Action is better with akimbo
You can dual-wield any weapon in Wolf 2. The mechanic is seamless and natural, as if action games have done it thousands of times before.
Games tend to avoid akimbo because of the difficulty imbalance and making each weapon function properly as a pair.
Wolfenstein 2 wears two weapons on its sleeves to deliver dual-mounted justice like the best retro... 80s and 90s action movies.
Wolfenstein looks pretty in pulp
The story and writing in Wolf 2 are serious and peppered with playful language and poignant events. Action games may be the last to need fine-tuned pulp writing and emotion, but Machine Games is a studio which cares about prose. Some peaceful intermission sections may be drawn out, but excellent writing keeps them afloat.
How to improve Wolfenstein 2
For its pulp action bent, Wolf 2 is an almost perfect game. If not for the following quirks, it would be a finely-tuned classic, relative to its genre and scope.
Skip the enigma minigame
The match-two minigame needed to play extra missions is tedious. BJ has friends aplenty to decode the locations for new mission - no wonder none wants to play this bore fest.
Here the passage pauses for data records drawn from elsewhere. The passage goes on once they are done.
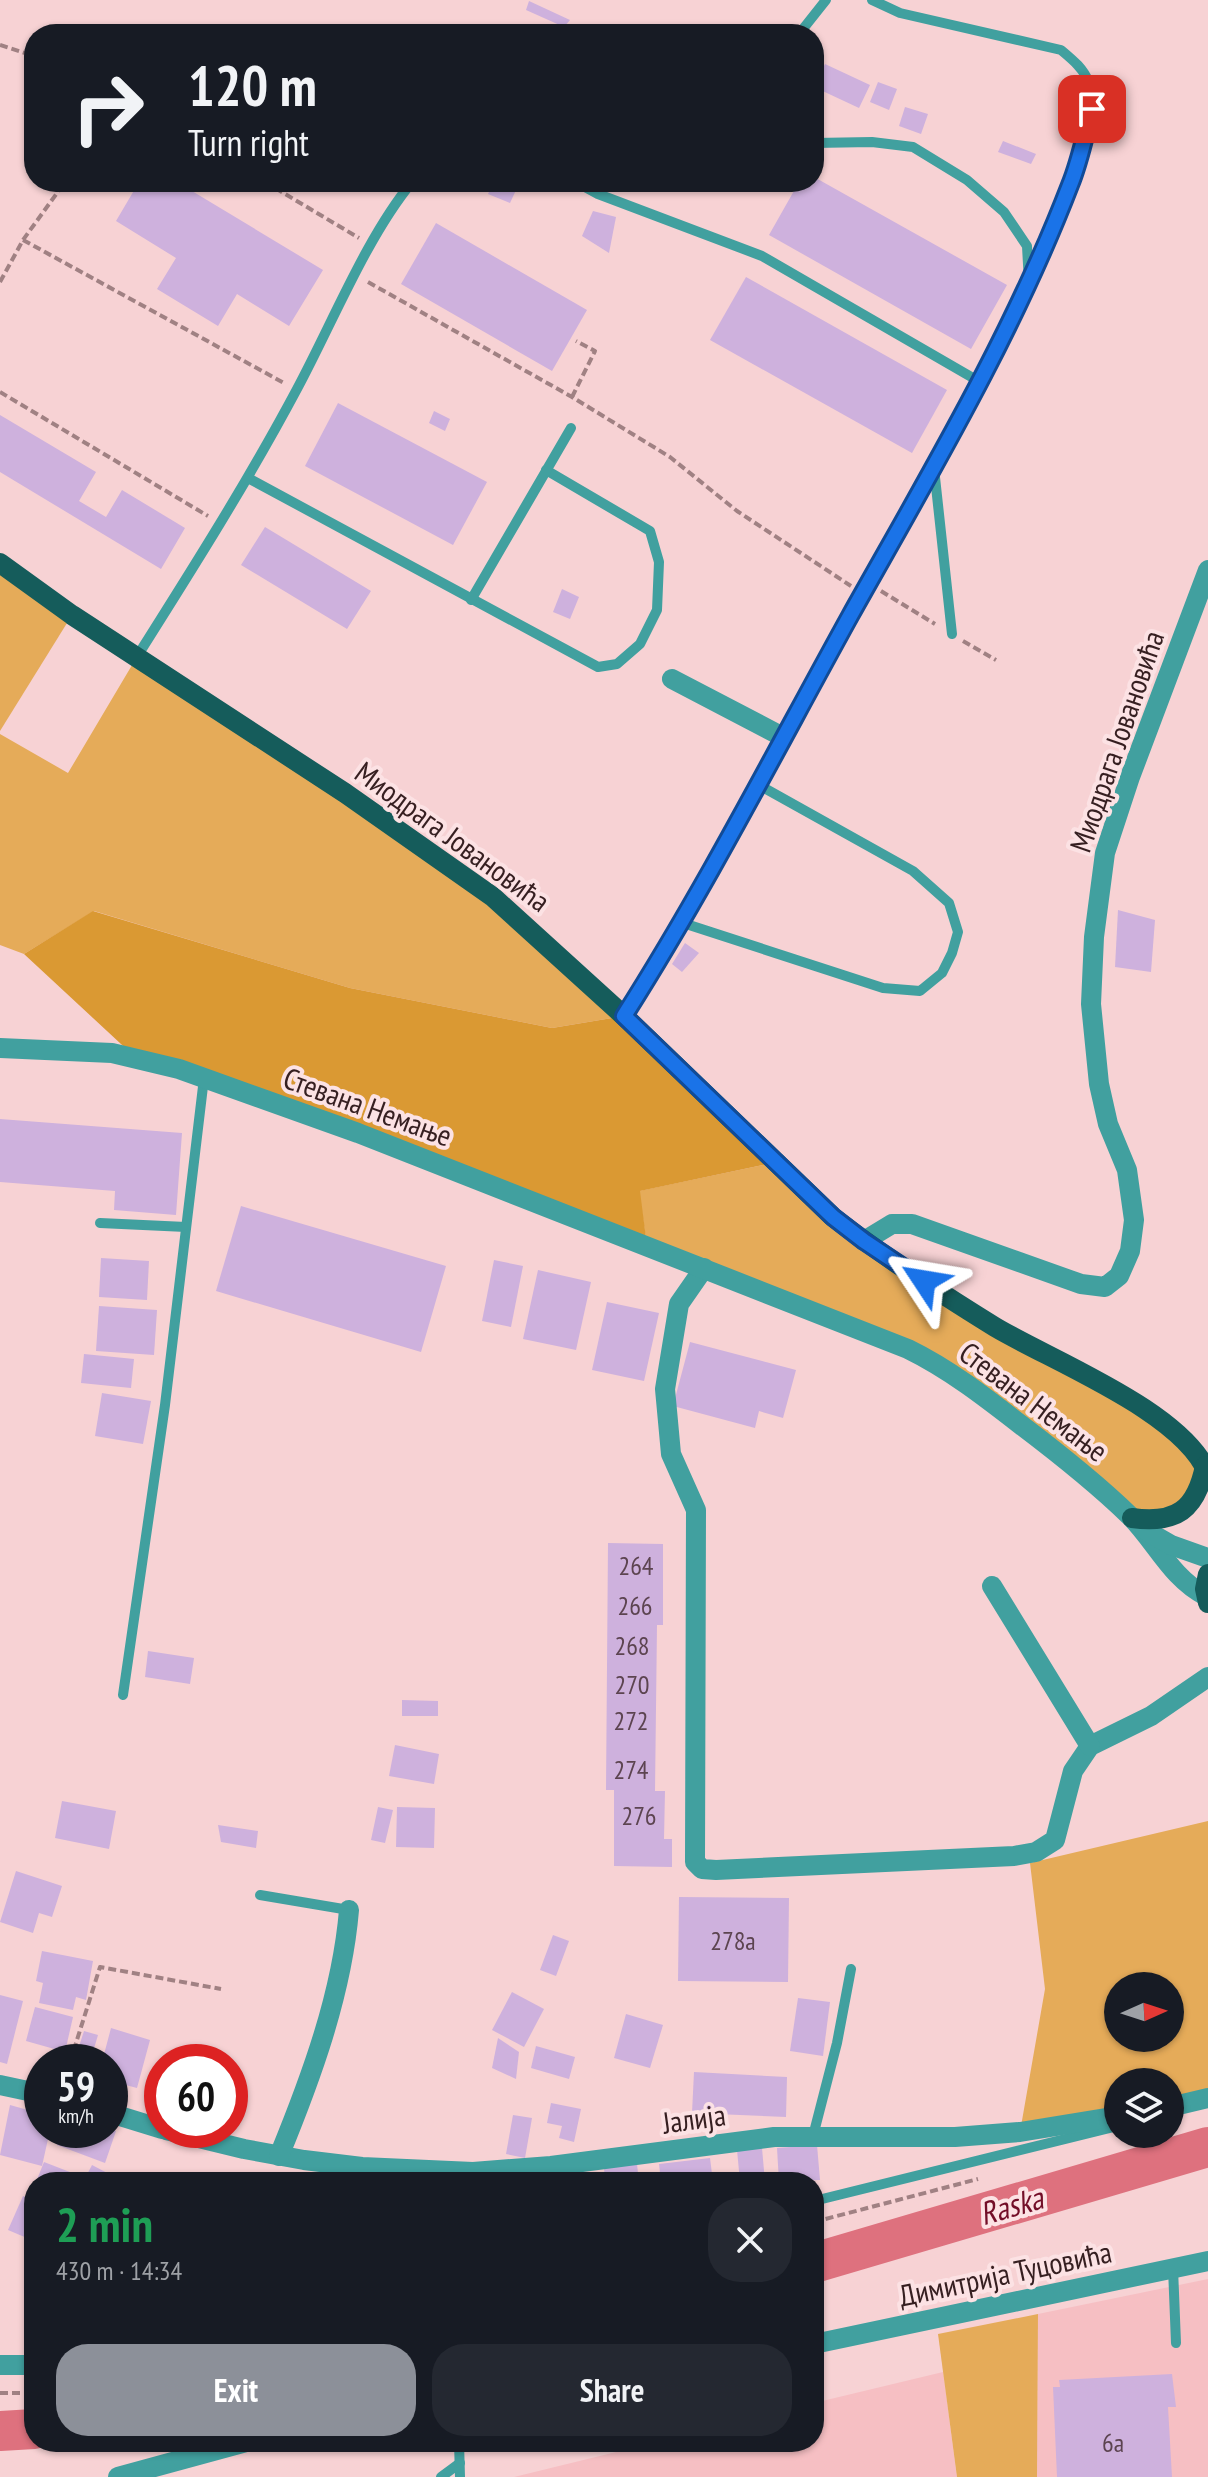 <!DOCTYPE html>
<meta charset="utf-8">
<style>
body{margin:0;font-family:"PT Sans Narrow",sans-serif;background:#242831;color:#f1f3f6;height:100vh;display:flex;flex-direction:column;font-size:30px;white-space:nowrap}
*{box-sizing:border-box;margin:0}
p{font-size:26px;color:#9ea1a6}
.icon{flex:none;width:44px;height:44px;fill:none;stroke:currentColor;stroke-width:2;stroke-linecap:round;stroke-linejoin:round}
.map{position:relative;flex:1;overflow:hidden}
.side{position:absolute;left:24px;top:2172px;width:800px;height:280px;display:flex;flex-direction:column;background:#171b24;border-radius:32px;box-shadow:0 2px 6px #0004}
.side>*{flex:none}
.hud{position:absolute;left:24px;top:24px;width:800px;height:168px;border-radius:32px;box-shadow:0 2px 6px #0004;background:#171b24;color:#f1f3f6;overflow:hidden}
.needle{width:52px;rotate:87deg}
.buttons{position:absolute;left:1104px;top:1972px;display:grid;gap:16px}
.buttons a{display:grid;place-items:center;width:80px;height:80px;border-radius:50%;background:#171b24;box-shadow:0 2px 6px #0004;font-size:40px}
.speed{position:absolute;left:24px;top:2044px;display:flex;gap:16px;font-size:40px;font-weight:700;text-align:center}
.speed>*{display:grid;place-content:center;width:104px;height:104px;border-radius:50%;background:#171b24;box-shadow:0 2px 6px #0004;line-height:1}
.speed small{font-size:20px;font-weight:400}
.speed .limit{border:12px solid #d22;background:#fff;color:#111}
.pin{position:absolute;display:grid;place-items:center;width:68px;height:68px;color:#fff;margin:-34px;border-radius:16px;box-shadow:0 4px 12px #0006}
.me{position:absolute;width:88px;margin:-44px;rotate:303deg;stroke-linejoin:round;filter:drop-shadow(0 0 6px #0008)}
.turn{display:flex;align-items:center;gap:28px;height:168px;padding:0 32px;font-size:36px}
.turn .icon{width:104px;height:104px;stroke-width:2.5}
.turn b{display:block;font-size:56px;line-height:68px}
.round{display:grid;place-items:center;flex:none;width:84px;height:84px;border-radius:32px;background:#242831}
.headline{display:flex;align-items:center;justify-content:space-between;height:136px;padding:0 32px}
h1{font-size:48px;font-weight:700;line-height:60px;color:#1e9e55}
.primary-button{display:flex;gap:16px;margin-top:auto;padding:16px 32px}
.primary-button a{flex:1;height:92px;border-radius:32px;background:#8c9099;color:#fff;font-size:32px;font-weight:700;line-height:92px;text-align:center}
.primary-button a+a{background:#242831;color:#f1f3f6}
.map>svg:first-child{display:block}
.built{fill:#f6bfc3}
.green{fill:#e5ab59;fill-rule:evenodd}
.forest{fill:#da9933}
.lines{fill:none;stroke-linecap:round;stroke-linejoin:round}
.river{stroke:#de717e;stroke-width:40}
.building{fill:#ceb1dd}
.path{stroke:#a08183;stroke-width:4;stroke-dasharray:8 4;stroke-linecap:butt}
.service{stroke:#41a09f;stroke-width:10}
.minor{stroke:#41a09f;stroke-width:20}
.tertiary{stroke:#41a09f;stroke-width:20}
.primary{stroke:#155c5b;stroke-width:20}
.route-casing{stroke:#114b97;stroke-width:20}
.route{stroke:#1a73e8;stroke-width:14}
.labels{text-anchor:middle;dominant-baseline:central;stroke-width:8;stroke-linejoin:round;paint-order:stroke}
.number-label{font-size:26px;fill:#5c4450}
.street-label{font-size:30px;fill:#361f21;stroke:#fce2e4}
.water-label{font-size:32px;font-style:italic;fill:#730e28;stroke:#fce2e4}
</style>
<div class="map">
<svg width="1208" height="2477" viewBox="0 0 1208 2477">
<rect width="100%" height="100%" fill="#f7d2d4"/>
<g class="built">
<path d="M 1208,2279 L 1208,2477 L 1037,2477 L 1038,2314 Z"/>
<path d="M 943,2372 L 957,2477 L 514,2477 L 657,2442 L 814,2442 L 814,2403 Z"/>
</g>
<g class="green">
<path d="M 0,563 L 72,615 L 0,731 Z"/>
<path d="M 138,655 L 446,862 L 624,1016 L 552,1028 L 350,988 L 94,911 L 24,954 L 0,945 L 0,734 L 68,773 Z"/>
<path d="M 777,1162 L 809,1195 L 1194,1450 L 1201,1489 L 1150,1520 L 965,1383 L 647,1246 L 639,1191 Z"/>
<path d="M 1208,1821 L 1208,2098 L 1170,2107 L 1170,2082 L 1118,2082 L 1118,2116 L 1020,2132 L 1045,1989 L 1030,1863 ZM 1118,1986 L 1170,1986 L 1170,2038 L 1118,2038 Z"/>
<path d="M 1038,2314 L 1037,2477 L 957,2477 L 938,2334 Z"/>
</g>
<path class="forest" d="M 93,911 L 350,988 L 552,1028 L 624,1016 L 777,1162 L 640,1191 L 647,1246 L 135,1057 L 24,954 Z"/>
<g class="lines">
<g class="river">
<path d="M 814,2263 L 1208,2147"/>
<path d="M 0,2431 L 34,2429"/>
</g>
</g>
<g class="building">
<path d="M 529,1 L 570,20 L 564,27 L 526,10 Z"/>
<path d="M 825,64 L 870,85 L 859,108 L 814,87 Z"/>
<path d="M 878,82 L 897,89 L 889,110 L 870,102 Z"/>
<path d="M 905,107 L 928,114 L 921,134 L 899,126 Z"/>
<path d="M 1003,141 L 1036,154 L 1031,164 L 998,152 Z"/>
<path d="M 814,177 L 1007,285 L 971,349 L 769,235 L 799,182 L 814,182 Z"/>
<path d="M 139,182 L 177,182 L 323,270 L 289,326 L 237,294 L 218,326 L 157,289 L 176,258 L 116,221 Z"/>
<path d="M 494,182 L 509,182 L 517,188 L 510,203 L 488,194 Z"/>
<path d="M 593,211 L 616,217 L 609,253 L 582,236 Z"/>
<path d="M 436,223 L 587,310 L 552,371 L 401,284 Z"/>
<path d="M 746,277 L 947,390 L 912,453 L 710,340 Z"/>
<path d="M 338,403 L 487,482 L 453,545 L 305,466 Z"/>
<path d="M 434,411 L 450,419 L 445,431 L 429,423 Z"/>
<path d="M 0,415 L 96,472 L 79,501 L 106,517 L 122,490 L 185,528 L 161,569 L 0,472 Z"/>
<path d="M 265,527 L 371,591 L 347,629 L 241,565 Z"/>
<path d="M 562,589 L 579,597 L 570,619 L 553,612 Z"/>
<path d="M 1118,910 L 1155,920 L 1151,972 L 1115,967 Z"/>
<path d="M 685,943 L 699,953 L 682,972 L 672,964 Z"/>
<path d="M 0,1119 L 182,1133 L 176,1215 L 114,1210 L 115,1191 L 0,1182 Z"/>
<path d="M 241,1206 L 446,1266 L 421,1352 L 216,1291 Z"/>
<path d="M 101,1258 L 149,1261 L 147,1300 L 99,1297 Z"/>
<path d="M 494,1260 L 523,1266 L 511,1327 L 482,1321 Z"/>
<path d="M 538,1270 L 591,1282 L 576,1350 L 523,1339 Z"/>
<path d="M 607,1302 L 659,1313 L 644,1381 L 592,1370 Z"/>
<path d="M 99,1306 L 157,1310 L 154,1355 L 96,1351 Z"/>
<path d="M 690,1342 L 796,1370 L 783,1418 L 759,1411 L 755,1428 L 673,1406 Z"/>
<path d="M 84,1354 L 134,1359 L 131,1388 L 81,1383 Z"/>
<path d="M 102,1393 L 151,1401 L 143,1444 L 95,1436 Z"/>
<path d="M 608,1543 L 663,1544 L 663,1625 L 657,1625 L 655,1791 L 665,1791 L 664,1839 L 672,1839 L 672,1867 L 614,1866 L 614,1790 L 606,1790 Z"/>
<path d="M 148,1651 L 194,1658 L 190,1684 L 145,1677 Z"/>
<path d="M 402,1700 L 438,1701 L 438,1716 L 402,1716 Z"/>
<path d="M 395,1745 L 439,1754 L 434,1784 L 389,1776 Z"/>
<path d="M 62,1801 L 116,1811 L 109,1849 L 55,1838 Z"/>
<path d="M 378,1807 L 393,1810 L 385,1843 L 371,1840 Z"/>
<path d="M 397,1807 L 435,1808 L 434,1848 L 396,1847 Z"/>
<path d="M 218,1825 L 258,1831 L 256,1848 L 221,1842 Z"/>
<path d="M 16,1871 L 62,1886 L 52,1917 L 39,1913 L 33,1933 L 0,1922 Z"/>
<path d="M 679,1897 L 789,1898 L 788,1982 L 678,1981 Z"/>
<path d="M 553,1935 L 569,1941 L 556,1976 L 540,1970 Z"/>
<path d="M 42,1951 L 93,1961 L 86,2000 L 76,1997 L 73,2010 L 39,2003 L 43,1983 L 36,1981 Z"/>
<path d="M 512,1992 L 544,2009 L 524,2047 L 492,2030 Z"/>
<path d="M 0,1995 L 23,2001 L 7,2064 L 0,2062 Z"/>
<path d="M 798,1998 L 830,2002 L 823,2056 L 790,2051 Z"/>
<path d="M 35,2007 L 73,2017 L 65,2052 L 26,2041 Z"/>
<path d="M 626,2014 L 663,2025 L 650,2068 L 614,2058 Z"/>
<path d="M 111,2028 L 150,2040 L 137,2088 L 118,2083 L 120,2075 L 110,2072 L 110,2062 L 102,2062 Z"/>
<path d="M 84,2031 L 98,2035 L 90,2062 L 74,2062 Z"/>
<path d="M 498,2038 L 519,2052 L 516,2079 L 492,2068 Z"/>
<path d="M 536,2046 L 575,2057 L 569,2079 L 531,2068 Z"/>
<path d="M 694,2072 L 787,2077 L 786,2117 L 692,2113 Z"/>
<path d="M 551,2103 L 581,2109 L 574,2142 L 559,2138 L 562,2126 L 547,2123 Z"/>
<path d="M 10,2105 L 42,2114 L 42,2130 L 50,2130 L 42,2166 L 0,2155 Z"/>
<path d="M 513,2115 L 532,2118 L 525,2158 L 506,2154 Z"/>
<path d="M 110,2129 L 116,2131 L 105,2163 L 57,2145 L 63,2130 Z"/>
<path d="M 817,2145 L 820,2180 L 779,2182 L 777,2148 Z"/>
<path d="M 762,2148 L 765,2182 L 740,2182 L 737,2150 Z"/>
<path d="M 710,2158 L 713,2182 L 661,2182 L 659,2164 Z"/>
<path d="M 44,2162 L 75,2174 L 72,2182 L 36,2182 Z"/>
<path d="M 637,2164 L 639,2182 L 605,2182 L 604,2167 Z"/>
<path d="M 92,2165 L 115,2177 L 112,2182 L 83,2182 Z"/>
<path d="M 23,2196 L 34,2201 L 34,2241 L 8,2230 Z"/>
<path d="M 1172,2374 L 1176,2407 L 1168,2407 L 1172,2477 L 1057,2477 L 1053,2387 L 1060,2387 L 1059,2380 Z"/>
</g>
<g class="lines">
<g class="path">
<path d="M 0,45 L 34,56"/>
<path d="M 265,182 L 359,238"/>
<path d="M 23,240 L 284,383"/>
<path d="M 0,282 L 23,240 L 65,182"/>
<path d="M 368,282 L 572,397 L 670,457 L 737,511 L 851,586"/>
<path d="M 0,392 L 208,516"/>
<path d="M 572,397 L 595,351 L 576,341"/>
<path d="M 881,591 L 935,624"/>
<path d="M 963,641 L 996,660"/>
<path d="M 70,2062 L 100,1967 L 221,1989"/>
<path d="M 814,2222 L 978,2179"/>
<path d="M 0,2393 L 34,2393"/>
</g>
<g class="service">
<path d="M 872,0 L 900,13 L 1061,50 C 1073,60 1084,69 1089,83 C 1103,119 1047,240 1031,278"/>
<path d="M 799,34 L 826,0"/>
<path d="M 576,182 L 598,194 L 762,256 L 980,382"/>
<path d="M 934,468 L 952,634"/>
<path d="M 248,478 L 598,667 L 617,664 L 640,644 L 657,610 L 659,562 L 650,531 L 546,470"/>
<path d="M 471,600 L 571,428"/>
<path d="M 138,655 C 193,568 248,481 297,389 C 332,324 366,238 412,182"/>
<path d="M 683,923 L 883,988 L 920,991 L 942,973 L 952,953 L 958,932 L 949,903 L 913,871 L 757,784"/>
<path d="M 624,1016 L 683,923 L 757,784 L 992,360 L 1029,283 L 1027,246 L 1004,212 L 967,180 L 913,147 L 872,142 L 814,143"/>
<path d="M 100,1223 L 186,1227"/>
<path d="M 123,1695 L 165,1405 L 204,1078"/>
<path d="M 260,1895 L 349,1910"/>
<path d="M 813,2136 L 837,2043 L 851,1969"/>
<path d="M 814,2201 L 1118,2126"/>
<path d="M 1173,2268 L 1176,2343"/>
<path d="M 459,2442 L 460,2477"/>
<path d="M 441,2477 L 460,2463"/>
</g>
<g class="minor">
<path d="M 672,679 L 783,737"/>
<path d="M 864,1241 L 892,1224 L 912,1224 L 1081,1284 L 1105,1287 L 1119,1276 L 1130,1251 L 1134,1220 L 1127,1170 L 1108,1124 L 1099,1084 L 1091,1004 L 1094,937 L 1105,853 L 1130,777 L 1208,570"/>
<path d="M 704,1268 L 679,1304 L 665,1389 L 671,1454 L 696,1510 L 695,1862 L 702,1869 L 716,1870 L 1014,1856 L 1036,1852 L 1055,1840 L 1073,1771 L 1090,1746 L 1151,1716 L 1208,1677"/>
<path d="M 992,1586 L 1090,1746"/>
<path d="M 0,2085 L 42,2094"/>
<path d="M 1170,2107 L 1208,2098"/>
<path d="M 110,2113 L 162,2129"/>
<path d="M 166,2130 L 244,2149 L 304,2160 L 362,2167 L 473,2172 L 551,2166 L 774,2137 L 955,2137 L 1020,2132 L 1118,2116"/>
<path d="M 279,2156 C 311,2078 342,1994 349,1910"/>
<path d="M 814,2344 L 1208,2261"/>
<path d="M 0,2365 L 34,2365"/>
<path d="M 118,2477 L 246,2442"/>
</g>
<g class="tertiary">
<path d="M 0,1048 L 112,1053 L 179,1069 L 358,1133 L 908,1349 C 949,1369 985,1397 1021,1425 C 1058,1453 1096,1483 1130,1516 C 1156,1542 1171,1578 1206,1596"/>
<path d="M 1145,1530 L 1171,1545 L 1208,1558"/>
</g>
<g class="primary">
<path d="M 0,563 L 72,615 L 345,793 L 493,897 L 624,1016 L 833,1217 C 884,1257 940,1293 995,1327 C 1052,1361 1184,1412 1208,1474"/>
<path d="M 1132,1518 C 1176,1524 1196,1510 1205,1466"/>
<path d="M 1208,1574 L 1205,1589 L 1208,1603"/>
</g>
</g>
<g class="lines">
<g class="route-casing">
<path id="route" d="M 924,1281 L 864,1241 L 833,1217 L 624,1016 C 706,887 776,750 850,616 C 929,475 1012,336 1070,185 C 1080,161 1085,134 1092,109"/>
</g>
<use href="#route" class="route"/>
</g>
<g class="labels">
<g class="number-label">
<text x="636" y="1565">264</text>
<text x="635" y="1605">266</text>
<text x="632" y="1645">268</text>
<text x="632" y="1684">270</text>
<text x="631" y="1720">272</text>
<text x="631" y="1769">274</text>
<text x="639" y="1815">276</text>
<text x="733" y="1940">278a</text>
<text x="1113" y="2442">6a</text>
</g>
<g class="street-label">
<text transform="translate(1116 741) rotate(-71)">Миодрага Јовановића</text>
<text transform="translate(453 836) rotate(36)">Миодрага Јовановића</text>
<text transform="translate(368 1106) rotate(20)">Стевана Немање</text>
<text transform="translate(1034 1401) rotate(37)">Стевана Немање</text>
<text transform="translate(694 2118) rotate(-8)">Јалија</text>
<text transform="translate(1005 2273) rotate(-12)">Димитрија Туцовића</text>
</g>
<g class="water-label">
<text transform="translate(1011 2205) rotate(-16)">Raska</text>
</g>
</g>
</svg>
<div class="buttons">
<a><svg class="needle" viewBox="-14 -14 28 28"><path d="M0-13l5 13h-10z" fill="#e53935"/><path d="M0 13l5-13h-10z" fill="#9ea1a6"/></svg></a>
<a><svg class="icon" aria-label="layers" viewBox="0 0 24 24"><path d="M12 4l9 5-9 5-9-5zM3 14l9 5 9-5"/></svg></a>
</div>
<div class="speed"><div>59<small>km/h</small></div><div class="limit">60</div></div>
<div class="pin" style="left:1092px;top:109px;background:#d93025"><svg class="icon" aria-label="arrive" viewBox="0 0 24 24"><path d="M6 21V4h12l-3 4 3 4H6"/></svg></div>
<svg class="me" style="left:924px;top:1281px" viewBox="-20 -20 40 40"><path d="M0-17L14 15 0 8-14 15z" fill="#1a73e8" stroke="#fff" stroke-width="4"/></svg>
<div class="hud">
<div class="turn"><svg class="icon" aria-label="right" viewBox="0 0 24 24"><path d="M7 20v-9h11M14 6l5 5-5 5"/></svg><div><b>120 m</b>Turn right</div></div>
</div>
<section class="side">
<div class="headline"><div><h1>2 min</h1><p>430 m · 14:34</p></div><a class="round"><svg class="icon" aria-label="close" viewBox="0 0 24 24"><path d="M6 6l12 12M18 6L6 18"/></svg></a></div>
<div class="primary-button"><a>Exit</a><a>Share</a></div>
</section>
</div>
Less talking, more stomping
I appreciate the effort put into Wolfenstein's script and care for dialogue. A few story and downtime exploration scenes overstay their welcome, though hey fit thematically. Wolf 2 excels as an action romp, and I cared less for BJ's wandering around the submarine. For Wolfenstein 3, please make downtime exploration scenes shorter or skippable.
Shorten the court scene
No, dream or hallucinatory sequences which trick the player but don't matter otherwise are not good narrative design. Make a point of crushing the player's hope by integrating the theme into the proper narrative. Don't waste time with a prolonged and disingenuous action scene only to laugh in the player's face and pad the game - it makes for lazy game design.